Pensemos al recobrar estas miradas de los creadores que sin pudor se exhiben tan vivos, en lo que hay detrás de ellas. De muchos de ellos que no formaban parte de privilegiados entornos. Lucha constante, con ellos mismos y con la incomprensión que los rodeaba, esfuerzo titánico frente a las adversidades, el dilema entre comprar un cuaderno para focalizar su propio mundo o una barra de pan para otra clase de alimento tan necesario —casi— como el primero… Convulsión y sosiego sobre la perspectiva de cómo desarrollar y concebir sobre ese folio en blanco lo soñado. Luego la incertidumbre, la mención necesaria, el reconocimiento aunque fuera en los cenáculos íntimos donde se discutía con pasión y con rabia. La suerte que a menudo se inclinaba hacia otras líneas menos subversivas. La oposición de próceres, de familia, de pueblo, o de intelectuales de lección aprendida y displicencia tan condescendiente, el vivir en precario, el dormir sin dormir y en duermevela, tantas veces la razón alterada en pos de otra razón evanescente. Y la creación, como siempre, abriéndose camino entre la niebla para que ahora, en este estuche abierto a las miradas, contemplemos la vida como el sueño, tan fuera y a la vez tan dentro de nosotros.
Nadie debe conformarse con lo trillado, hay que aventurarse con libros diferentes, que sean profundos y hagan pensar.
La experiencia se empapa de algún sueño, de alguna irrealidad. Detrás de cada página alguien mira y también es observado. Un mundo abstracto de razón y magia donde entender la misma complejidad del mundo, ser partícipe de la propia extrañeza, crear una metáfora del fragmento de un plano que se extiende y se dobla al infinito.
De ahí lo absolutamente necesario de enseñar a los niños en las escuelas y en los hogares a amar los libros desde muy pequeños.
Hay libros y escritores de claridad compleja, misteriosa, de hondura transitable, de silencios que hieren que acaso se necesite la vida entera para seguirlos por los íntimos y universales dédalos de su eterna palabra, cada vez que se leen aportan una visión distinta, un matiz, algo nuevo e imperecedero. Por eso nadie debe conformarse con lo trillado, hay que aventurarse con libros diferentes, que sean profundos y hagan pensar. No dudo que los best-seller entretienen, pero hay que arriesgarse con otra clase de literatura, poesía, buena poesía, eh, que la hay también de usar y tirar y encima, mediática, ensayo, filosofía… No hay duda de que el esfuerzo se verá recompensado. Hay que subir peldaños, nunca bajarlos.
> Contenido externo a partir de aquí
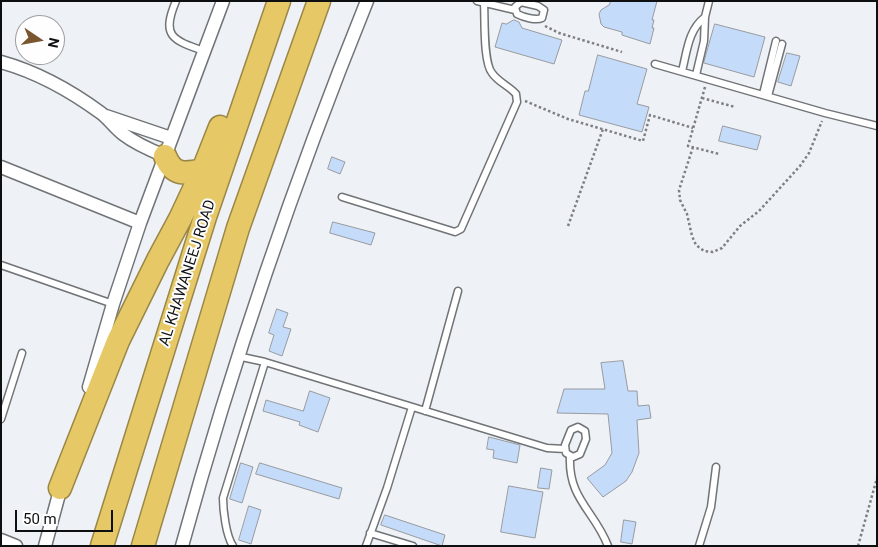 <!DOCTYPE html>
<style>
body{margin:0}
#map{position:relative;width:878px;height:547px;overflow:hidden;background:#eef1f5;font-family:Roboto,sans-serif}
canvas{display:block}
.frame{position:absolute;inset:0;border:2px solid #0e0f11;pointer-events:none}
.north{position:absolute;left:15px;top:15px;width:50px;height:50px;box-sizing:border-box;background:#fefeff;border:1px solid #9e9ea0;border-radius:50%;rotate:102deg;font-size:14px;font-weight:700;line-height:20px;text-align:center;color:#0e0f11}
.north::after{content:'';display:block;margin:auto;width:18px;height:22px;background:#79562f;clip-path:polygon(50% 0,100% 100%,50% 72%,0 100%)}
.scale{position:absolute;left:15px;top:510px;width:98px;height:22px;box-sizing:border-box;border:2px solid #0e0f11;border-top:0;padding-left:6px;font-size:15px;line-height:18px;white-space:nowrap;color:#0e0f11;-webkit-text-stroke:4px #fefeff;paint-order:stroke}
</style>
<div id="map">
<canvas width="878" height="547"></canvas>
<div class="frame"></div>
<div class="north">N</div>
<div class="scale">50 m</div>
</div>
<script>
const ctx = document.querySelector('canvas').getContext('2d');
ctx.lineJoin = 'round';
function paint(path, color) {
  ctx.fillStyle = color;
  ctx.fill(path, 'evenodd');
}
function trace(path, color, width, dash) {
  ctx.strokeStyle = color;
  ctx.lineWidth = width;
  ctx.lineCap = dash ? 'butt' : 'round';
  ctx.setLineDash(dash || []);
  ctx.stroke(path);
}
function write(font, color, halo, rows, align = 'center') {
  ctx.font = font + ' Roboto,sans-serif';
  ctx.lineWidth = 4;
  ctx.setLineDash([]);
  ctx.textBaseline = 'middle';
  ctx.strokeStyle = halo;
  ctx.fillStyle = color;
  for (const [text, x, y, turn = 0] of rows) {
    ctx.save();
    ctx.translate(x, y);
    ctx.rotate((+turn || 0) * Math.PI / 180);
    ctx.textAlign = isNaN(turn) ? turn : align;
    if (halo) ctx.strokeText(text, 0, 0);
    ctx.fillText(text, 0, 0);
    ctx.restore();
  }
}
const building = new Path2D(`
 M611,1h46l-5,19h2l-2,8h2l-4,16 -28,-9v-3l-18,-5 -3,-3 -2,-10 2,-4 8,-5z
 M514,20l5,2 3,6 40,12 -8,24 -59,-17 7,-24 4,1z
 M715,24l50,13 -11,40 -50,-14z
 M787,53l13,3 -9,30 -13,-4z
 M598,55l49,14 -10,35 12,3 -7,25 -63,-17 6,-24h3z
 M723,126l38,10 -4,14 -38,-9z
 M332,157l13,5 -5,12 -12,-5z
 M333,222l42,11 -4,12 -41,-12z
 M277,309l11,4 -5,14 8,2 -9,27 -13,-5 5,-16 -5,-2z
 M623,361l5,30h9l1,15 11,-1 2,13 -14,2 2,33 -7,19 -6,9 -23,16 -16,-19 18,-13 7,-12 -4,-39 -51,-1 7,-24h41l-4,-26z
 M310,391l20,7 -12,34 -19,-7 1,-3 -37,-11 3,-11 37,11z
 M489,437l31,8 -3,18 -24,-5 1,-8 -7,-1z
 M241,463l12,4 -11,36 -12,-4z
 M260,463l82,25 -3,11 -83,-25z
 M541,468l11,2 -3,19 -11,-1z
 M509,486l34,6 -8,46 -34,-6z
 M249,506l12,4 -10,34 -12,-4z
 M385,515l60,20 -3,11 -61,-21z
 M624,520l12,2 -4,22 -11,-2z`);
paint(building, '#c4dbfa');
trace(building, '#989b9f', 1);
const lane = new Path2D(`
 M176,1c-15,35 -4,39 28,50
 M477,1l38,9
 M521,2l17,4 6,4 -2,8c-6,3 -19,-1 -25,-4l-2,-7z
 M655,64l170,49 52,13
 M682,71c5,-19 6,-41 23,-54
 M696,75l8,-34 1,-24 4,-16
 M763,94l13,-53
 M768,96l14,-52
 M342,197l113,35 6,-3 56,-127 -1,-8c-7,-8 -18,-12 -24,-21 -9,-11 -7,-54 -8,-70
 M1,265l112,39
 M237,356l28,6 282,86 18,1
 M425,411l33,-120
 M1,419l21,-66
 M578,427l7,4 1,8 -6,15 -7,3 -7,-4 -1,-8 6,-15z
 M570,456c-2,43 24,54 38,90
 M370,533l43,13
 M233,546c-7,-10 -10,-36 -10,-48l42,-136
 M366,546l21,-58 25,-81
 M699,546l12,-39 5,-40`);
const street = new Path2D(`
 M1,62c36,10 70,29 100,51 8,6 14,15 22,21 13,10 27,16 42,22
 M106,116l65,22
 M1,167l139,56
 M89,387l24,-83 27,-81 83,-222
 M1,540l15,6
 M45,546l17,-63
 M182,546c51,-186 113,-367 185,-545`);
const highway = new Path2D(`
 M165,156c8,20 20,18 38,14
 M60,488l58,-147 40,-81 22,-41 23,-49 17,-43
 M102,546l103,-329 74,-216
 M143,546l95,-318 81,-227`);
trace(lane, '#717477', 9);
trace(street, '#717477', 15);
trace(highway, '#9a8748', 25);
trace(new Path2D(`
 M545,26l14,7 63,19
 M705,87l-17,59 31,8
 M702,98l33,9
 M525,101l43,18 75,22 7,-26 43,13
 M693,147l-14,43 1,10 7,14 5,22 4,9 8,6 9,1 9,-4 18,-22 19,-15 41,-45 9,-13 13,-32
 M568,226l35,-97
 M858,546l19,-68`), '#7d7f82', 2.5, [2.5, 2.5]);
trace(lane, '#fff', 6);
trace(street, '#fff', 12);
trace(highway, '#e6c866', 22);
write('15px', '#0e0f11', '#fefeff', [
 ["AL KHAWANEEJ ROAD",188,273,-72]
]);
</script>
No es difícil penetrar en la verdad de un escritor, cada cual lo busca a su manera e intenta conocerlo o descubrir sus claves a través de las palabras. La verdad de un escritor auténtico está oculta siempre en su obra, puede hablar de otros tiempos o del tiempo, puede hablar de ahora mismo o del paisaje, puede hablar del silencio o del estruendo… La verdad del escritor, cuando se inclina ante lo que se inclina, ante el misterio de su propio interior que es la creación entera, sabe siempre de lo que está hablando… Pero agradece la cercanía, la perspicacia, la intuición de quien lo busca y lee.
Las manos y los ojos, el interior de alguien desconocido que recorre las vetas de un poema, o de un relato, es sin duda capaz de renovar su esencia, de aportar un nuevo giro e insuflarle nueva vida sin cambiar su sentido profundo, es la sencillez del gesto de pasar una página y de volver a ella, los ojos que dialogan mientras se reflexiona o se medita confieren eternidad. Desde el propio interior. Desde el vacío. Por eso mismo, amigos, hay que leer. Quien lee a fondo puede él solito establecer un mundo. O transformarlo.